"""
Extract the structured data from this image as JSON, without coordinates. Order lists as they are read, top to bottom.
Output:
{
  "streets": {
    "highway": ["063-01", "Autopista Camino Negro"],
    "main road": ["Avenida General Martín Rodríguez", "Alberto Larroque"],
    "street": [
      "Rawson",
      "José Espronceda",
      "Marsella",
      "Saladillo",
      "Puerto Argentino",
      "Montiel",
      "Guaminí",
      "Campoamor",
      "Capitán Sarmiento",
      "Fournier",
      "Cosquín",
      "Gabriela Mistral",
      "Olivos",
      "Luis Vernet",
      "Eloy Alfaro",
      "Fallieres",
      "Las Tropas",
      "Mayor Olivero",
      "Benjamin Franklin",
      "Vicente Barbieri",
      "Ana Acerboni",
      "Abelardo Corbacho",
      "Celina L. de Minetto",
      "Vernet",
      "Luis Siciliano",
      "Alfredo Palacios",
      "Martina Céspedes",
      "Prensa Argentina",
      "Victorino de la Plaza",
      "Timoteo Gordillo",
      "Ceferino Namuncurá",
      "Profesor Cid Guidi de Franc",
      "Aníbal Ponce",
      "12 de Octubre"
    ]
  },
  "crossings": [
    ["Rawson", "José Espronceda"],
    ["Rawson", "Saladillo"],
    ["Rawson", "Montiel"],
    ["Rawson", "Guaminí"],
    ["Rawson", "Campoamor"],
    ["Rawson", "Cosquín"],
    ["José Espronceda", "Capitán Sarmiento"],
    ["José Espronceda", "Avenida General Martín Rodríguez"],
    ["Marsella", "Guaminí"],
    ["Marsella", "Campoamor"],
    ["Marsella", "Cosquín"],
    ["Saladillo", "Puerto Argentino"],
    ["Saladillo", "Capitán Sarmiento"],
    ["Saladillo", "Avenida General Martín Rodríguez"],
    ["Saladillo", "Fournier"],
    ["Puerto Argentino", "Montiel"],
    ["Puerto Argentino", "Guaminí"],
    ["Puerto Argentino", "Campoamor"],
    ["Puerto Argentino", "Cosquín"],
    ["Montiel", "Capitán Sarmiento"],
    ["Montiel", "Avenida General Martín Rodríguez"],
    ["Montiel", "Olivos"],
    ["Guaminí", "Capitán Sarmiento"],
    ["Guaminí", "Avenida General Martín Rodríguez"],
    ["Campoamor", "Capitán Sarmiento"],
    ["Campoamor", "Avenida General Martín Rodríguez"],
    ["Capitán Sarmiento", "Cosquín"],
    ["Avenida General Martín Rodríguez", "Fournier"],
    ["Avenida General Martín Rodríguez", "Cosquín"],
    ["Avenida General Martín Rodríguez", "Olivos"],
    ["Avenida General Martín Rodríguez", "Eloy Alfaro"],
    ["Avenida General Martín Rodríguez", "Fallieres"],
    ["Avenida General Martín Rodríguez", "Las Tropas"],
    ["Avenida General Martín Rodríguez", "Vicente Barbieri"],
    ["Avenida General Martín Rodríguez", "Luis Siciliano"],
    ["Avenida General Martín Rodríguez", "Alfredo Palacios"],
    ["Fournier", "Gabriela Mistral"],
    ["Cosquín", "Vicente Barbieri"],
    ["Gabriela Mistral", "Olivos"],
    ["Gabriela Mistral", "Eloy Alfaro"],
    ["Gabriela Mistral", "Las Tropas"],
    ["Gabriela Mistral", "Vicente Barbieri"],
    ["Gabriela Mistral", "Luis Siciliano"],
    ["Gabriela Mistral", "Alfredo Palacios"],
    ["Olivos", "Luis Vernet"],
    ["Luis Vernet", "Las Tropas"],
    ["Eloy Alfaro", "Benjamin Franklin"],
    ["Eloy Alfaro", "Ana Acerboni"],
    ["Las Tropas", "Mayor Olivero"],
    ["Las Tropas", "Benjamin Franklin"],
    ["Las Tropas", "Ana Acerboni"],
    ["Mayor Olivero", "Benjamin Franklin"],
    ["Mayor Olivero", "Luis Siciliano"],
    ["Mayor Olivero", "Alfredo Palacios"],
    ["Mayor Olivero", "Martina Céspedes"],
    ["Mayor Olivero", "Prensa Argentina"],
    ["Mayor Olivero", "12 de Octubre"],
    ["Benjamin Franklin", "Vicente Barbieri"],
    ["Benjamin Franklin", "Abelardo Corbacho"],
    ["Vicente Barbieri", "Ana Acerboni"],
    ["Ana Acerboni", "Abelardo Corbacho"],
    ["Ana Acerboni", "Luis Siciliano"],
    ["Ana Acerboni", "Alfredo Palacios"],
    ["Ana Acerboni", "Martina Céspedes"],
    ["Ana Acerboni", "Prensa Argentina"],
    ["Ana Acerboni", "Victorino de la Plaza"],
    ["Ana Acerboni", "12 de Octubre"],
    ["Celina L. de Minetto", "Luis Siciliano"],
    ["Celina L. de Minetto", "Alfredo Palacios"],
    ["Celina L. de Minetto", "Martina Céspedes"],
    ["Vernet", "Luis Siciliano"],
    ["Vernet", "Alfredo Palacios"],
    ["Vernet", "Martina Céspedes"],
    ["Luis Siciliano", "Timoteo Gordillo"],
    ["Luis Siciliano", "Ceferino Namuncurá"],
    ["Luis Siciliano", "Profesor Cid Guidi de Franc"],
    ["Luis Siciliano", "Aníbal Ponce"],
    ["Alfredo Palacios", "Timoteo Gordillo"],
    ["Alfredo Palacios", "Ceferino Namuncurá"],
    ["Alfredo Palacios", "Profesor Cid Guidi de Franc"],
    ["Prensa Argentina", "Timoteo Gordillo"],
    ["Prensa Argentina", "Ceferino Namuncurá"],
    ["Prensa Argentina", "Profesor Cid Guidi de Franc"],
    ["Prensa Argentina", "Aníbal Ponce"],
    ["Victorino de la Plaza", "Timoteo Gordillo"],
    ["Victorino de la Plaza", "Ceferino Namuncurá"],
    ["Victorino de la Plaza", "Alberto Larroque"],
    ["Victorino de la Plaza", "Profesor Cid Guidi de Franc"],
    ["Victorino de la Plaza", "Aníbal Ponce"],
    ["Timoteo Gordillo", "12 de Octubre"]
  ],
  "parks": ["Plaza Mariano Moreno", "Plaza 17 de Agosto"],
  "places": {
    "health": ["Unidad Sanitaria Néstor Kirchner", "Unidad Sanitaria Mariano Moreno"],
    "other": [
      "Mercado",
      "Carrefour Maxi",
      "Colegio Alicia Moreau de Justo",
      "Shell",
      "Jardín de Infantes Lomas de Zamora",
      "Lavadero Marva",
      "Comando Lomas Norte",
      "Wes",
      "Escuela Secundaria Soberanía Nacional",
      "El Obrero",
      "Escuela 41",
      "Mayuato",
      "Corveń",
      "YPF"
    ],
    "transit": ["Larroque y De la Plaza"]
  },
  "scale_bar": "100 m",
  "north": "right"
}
"""
The material is to be written out again in full, with no word altered.

Extract the structured data from this image as JSON, without coordinates. Order lists as they are read, top to bottom.
Output:
{
  "streets": {
    "highway": ["063-01", "Autopista Camino Negro"],
    "main road": ["Avenida General Martín Rodríguez", "Alberto Larroque"],
    "street": [
      "Rawson",
      "José Espronceda",
      "Marsella",
      "Saladillo",
      "Puerto Argentino",
      "Montiel",
      "Guaminí",
      "Campoamor",
      "Capitán Sarmiento",
      "Fournier",
      "Cosquín",
      "Gabriela Mistral",
      "Olivos",
      "Luis Vernet",
      "Eloy Alfaro",
      "Fallieres",
      "Las Tropas",
      "Mayor Olivero",
      "Benjamin Franklin",
      "Vicente Barbieri",
      "Ana Acerboni",
      "Abelardo Corbacho",
      "Celina L. de Minetto",
      "Vernet",
      "Luis Siciliano",
      "Alfredo Palacios",
      "Martina Céspedes",
      "Prensa Argentina",
      "Victorino de la Plaza",
      "Timoteo Gordillo",
      "Ceferino Namuncurá",
      "Profesor Cid Guidi de Franc",
      "Aníbal Ponce",
      "12 de Octubre"
    ]
  },
  "crossings": [
    ["Rawson", "José Espronceda"],
    ["Rawson", "Saladillo"],
    ["Rawson", "Montiel"],
    ["Rawson", "Guaminí"],
    ["Rawson", "Campoamor"],
    ["Rawson", "Cosquín"],
    ["José Espronceda", "Capitán Sarmiento"],
    ["José Espronceda", "Avenida General Martín Rodríguez"],
    ["Marsella", "Guaminí"],
    ["Marsella", "Campoamor"],
    ["Marsella", "Cosquín"],
    ["Saladillo", "Puerto Argentino"],
    ["Saladillo", "Capitán Sarmiento"],
    ["Saladillo", "Avenida General Martín Rodríguez"],
    ["Saladillo", "Fournier"],
    ["Puerto Argentino", "Montiel"],
    ["Puerto Argentino", "Guaminí"],
    ["Puerto Argentino", "Campoamor"],
    ["Puerto Argentino", "Cosquín"],
    ["Montiel", "Capitán Sarmiento"],
    ["Montiel", "Avenida General Martín Rodríguez"],
    ["Montiel", "Olivos"],
    ["Guaminí", "Capitán Sarmiento"],
    ["Guaminí", "Avenida General Martín Rodríguez"],
    ["Campoamor", "Capitán Sarmiento"],
    ["Campoamor", "Avenida General Martín Rodríguez"],
    ["Capitán Sarmiento", "Cosquín"],
    ["Avenida General Martín Rodríguez", "Fournier"],
    ["Avenida General Martín Rodríguez", "Cosquín"],
    ["Avenida General Martín Rodríguez", "Olivos"],
    ["Avenida General Martín Rodríguez", "Eloy Alfaro"],
    ["Avenida General Martín Rodríguez", "Fallieres"],
    ["Avenida General Martín Rodríguez", "Las Tropas"],
    ["Avenida General Martín Rodríguez", "Vicente Barbieri"],
    ["Avenida General Martín Rodríguez", "Luis Siciliano"],
    ["Avenida General Martín Rodríguez", "Alfredo Palacios"],
    ["Fournier", "Gabriela Mistral"],
    ["Cosquín", "Vicente Barbieri"],
    ["Gabriela Mistral", "Olivos"],
    ["Gabriela Mistral", "Eloy Alfaro"],
    ["Gabriela Mistral", "Las Tropas"],
    ["Gabriela Mistral", "Vicente Barbieri"],
    ["Gabriela Mistral", "Luis Siciliano"],
    ["Gabriela Mistral", "Alfredo Palacios"],
    ["Olivos", "Luis Vernet"],
    ["Luis Vernet", "Las Tropas"],
    ["Eloy Alfaro", "Benjamin Franklin"],
    ["Eloy Alfaro", "Ana Acerboni"],
    ["Las Tropas", "Mayor Olivero"],
    ["Las Tropas", "Benjamin Franklin"],
    ["Las Tropas", "Ana Acerboni"],
    ["Mayor Olivero", "Benjamin Franklin"],
    ["Mayor Olivero", "Luis Siciliano"],
    ["Mayor Olivero", "Alfredo Palacios"],
    ["Mayor Olivero", "Martina Céspedes"],
    ["Mayor Olivero", "Prensa Argentina"],
    ["Mayor Olivero", "12 de Octubre"],
    ["Benjamin Franklin", "Vicente Barbieri"],
    ["Benjamin Franklin", "Abelardo Corbacho"],
    ["Vicente Barbieri", "Ana Acerboni"],
    ["Ana Acerboni", "Abelardo Corbacho"],
    ["Ana Acerboni", "Luis Siciliano"],
    ["Ana Acerboni", "Alfredo Palacios"],
    ["Ana Acerboni", "Martina Céspedes"],
    ["Ana Acerboni", "Prensa Argentina"],
    ["Ana Acerboni", "Victorino de la Plaza"],
    ["Ana Acerboni", "12 de Octubre"],
    ["Celina L. de Minetto", "Luis Siciliano"],
    ["Celina L. de Minetto", "Alfredo Palacios"],
    ["Celina L. de Minetto", "Martina Céspedes"],
    ["Vernet", "Luis Siciliano"],
    ["Vernet", "Alfredo Palacios"],
    ["Vernet", "Martina Céspedes"],
    ["Luis Siciliano", "Timoteo Gordillo"],
    ["Luis Siciliano", "Ceferino Namuncurá"],
    ["Luis Siciliano", "Profesor Cid Guidi de Franc"],
    ["Luis Siciliano", "Aníbal Ponce"],
    ["Alfredo Palacios", "Timoteo Gordillo"],
    ["Alfredo Palacios", "Ceferino Namuncurá"],
    ["Alfredo Palacios", "Profesor Cid Guidi de Franc"],
    ["Prensa Argentina", "Timoteo Gordillo"],
    ["Prensa Argentina", "Ceferino Namuncurá"],
    ["Prensa Argentina", "Profesor Cid Guidi de Franc"],
    ["Prensa Argentina", "Aníbal Ponce"],
    ["Victorino de la Plaza", "Timoteo Gordillo"],
    ["Victorino de la Plaza", "Ceferino Namuncurá"],
    ["Victorino de la Plaza", "Alberto Larroque"],
    ["Victorino de la Plaza", "Profesor Cid Guidi de Franc"],
    ["Victorino de la Plaza", "Aníbal Ponce"],
    ["Timoteo Gordillo", "12 de Octubre"]
  ],
  "parks": ["Plaza Mariano Moreno", "Plaza 17 de Agosto"],
  "places": {
    "health": ["Unidad Sanitaria Néstor Kirchner", "Unidad Sanitaria Mariano Moreno"],
    "other": [
      "Mercado",
      "Carrefour Maxi",
      "Colegio Alicia Moreau de Justo",
      "Shell",
      "Jardín de Infantes Lomas de Zamora",
      "Lavadero Marva",
      "Comando Lomas Norte",
      "Wes",
      "Escuela Secundaria Soberanía Nacional",
      "El Obrero",
      "Escuela 41",
      "Mayuato",
      "Corveń",
      "YPF"
    ],
    "transit": ["Larroque y De la Plaza"]
  },
  "scale_bar": "100 m",
  "north": "right"
}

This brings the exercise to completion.